There’s even a word for it: Confirmation Bias – Tending to see your perspective, and defending your ideas, as a reason not to believe anything else. Even though it’s apparent to others.
“The great pleasure of a dog is that you may make a fool of yourself with him and not only will he not scold you, but he will make a fool of himself too.” – Samuel-Butler
Our 15-year-old Westie follows us around everywhere we go. He seems to always be at our heels. That’s why following someone around is called “dogging” them.
But our Westie has another interesting habit: he tries to anticipate where we’re heading. He moves around us, and then, of course, is in the way and stops us. Poor guy, it’s almost like he’s read some books about poor management and is trying to express it.
It comes up in management because micro-managing is a workplace version of dogging. If you’re always on the heels of your people, watching everything they do, questioning everything that happens, and trying to tell them what to do, you’re dogging them. Worse yet, if you try to play the leader using the “dogging” management technique, you’re bound to trip them up too. It’s hardly leadership, let alone a good form of management.
Then there’s the second cousin of dogging, hounding. That involves asking so many questions or “following up” so much it drives people crazy. Of course, there are lots of other comparisons, like having to pee on the fire hydrant to mark it.
“Men who speak endlessly on authority only prove they have none.” Gene Edwards, A Tale Of Three Kings.
“I’m in charge so I can do anything I want.” Or,”I’m the (insert title here), and you should do what I say.”
It’s a type of mantra from some managers – not leaders – who see their job as continually criticizing the person and not the performance. There are a lot of reasons for this, trying to tear others down so they can build themselves up, finding criticism easier than being positive, and, of course, plain old narcissism.
They’re easy to spot when walking through an organization. They’ll tell you of their latest success, which is usually a success of one of their people, and their office often screams, “I’m important!”
They’re also the single biggest reason for turnover. And remember, the best people leave first.
I feel sorry for these people. They’re often very unhappy people, and may never know the happiness that comes with being positive, encouraging and building people up instead of tearing them down.
“If you’re the smartest person in your group, you need to get a new group.” – Pastor Josey at K-LOVE
It’s nice to work around smart people! It’s even better when they share their “smarts” with everyone else.
I don’t think Josey was saying you should necessarily leave where you’re working, but rather that you need to find yourself a group where you’re not the smartest person. Didn’t your mom or dad tell you to watch out who you hang around with?
The propensity to want to be seen as the smartest person in the room is pretty common. It springs from a lack of self-confidence, causing you to position yourself, and everyone else, in a way that makes you look good. We probably all do it in some circumstances, but some have to do it all the time. It then becomes obvious to those around them and begins to work against them, which is too bad.
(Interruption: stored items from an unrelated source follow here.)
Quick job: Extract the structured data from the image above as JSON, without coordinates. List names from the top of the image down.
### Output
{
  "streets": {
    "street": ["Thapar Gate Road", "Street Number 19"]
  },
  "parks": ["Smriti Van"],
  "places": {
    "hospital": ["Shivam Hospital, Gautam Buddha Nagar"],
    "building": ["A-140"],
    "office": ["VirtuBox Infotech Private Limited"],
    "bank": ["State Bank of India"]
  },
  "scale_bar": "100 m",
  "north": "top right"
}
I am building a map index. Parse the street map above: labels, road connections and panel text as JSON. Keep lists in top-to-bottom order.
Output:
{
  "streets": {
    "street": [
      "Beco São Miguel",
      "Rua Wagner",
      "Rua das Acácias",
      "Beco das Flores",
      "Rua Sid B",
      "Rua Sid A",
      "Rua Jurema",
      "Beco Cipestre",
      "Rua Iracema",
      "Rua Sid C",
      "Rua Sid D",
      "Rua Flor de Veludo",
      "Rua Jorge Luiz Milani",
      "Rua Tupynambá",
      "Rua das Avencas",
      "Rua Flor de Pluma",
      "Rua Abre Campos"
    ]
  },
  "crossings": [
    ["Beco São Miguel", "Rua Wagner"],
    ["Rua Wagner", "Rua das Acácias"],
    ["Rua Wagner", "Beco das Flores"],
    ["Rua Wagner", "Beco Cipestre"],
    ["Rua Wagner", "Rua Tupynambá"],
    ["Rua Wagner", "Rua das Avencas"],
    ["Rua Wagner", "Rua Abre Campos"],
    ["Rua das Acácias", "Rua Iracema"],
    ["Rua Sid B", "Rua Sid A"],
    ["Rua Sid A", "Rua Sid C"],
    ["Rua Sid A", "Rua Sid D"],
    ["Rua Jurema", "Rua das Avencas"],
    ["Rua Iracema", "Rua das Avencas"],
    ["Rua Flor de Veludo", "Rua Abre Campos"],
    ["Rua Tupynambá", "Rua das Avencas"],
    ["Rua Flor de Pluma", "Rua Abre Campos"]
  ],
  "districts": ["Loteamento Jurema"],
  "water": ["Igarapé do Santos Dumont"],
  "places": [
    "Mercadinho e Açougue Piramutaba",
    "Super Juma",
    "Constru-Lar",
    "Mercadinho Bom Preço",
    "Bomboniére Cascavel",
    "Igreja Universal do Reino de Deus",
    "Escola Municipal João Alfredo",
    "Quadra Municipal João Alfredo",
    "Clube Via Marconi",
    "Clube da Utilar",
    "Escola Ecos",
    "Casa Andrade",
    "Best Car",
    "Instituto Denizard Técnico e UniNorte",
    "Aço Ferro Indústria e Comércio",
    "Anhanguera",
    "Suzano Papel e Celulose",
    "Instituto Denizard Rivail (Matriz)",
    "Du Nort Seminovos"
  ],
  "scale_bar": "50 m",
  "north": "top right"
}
I have an alternate strategy. As I said to the CMAA conference in Australia recently, I look for really smart people and stand next to them. If you do that often enough, you’re going to become a lot smarter. In fact, the conference was full of so many smart people that I wondered if I belonged there.
So there is a choice of strategies. One makes you look smart, and the other makes you smart. Your choice.
P.S. Josey also advised us to “reject smallness and make room for more bigger people.”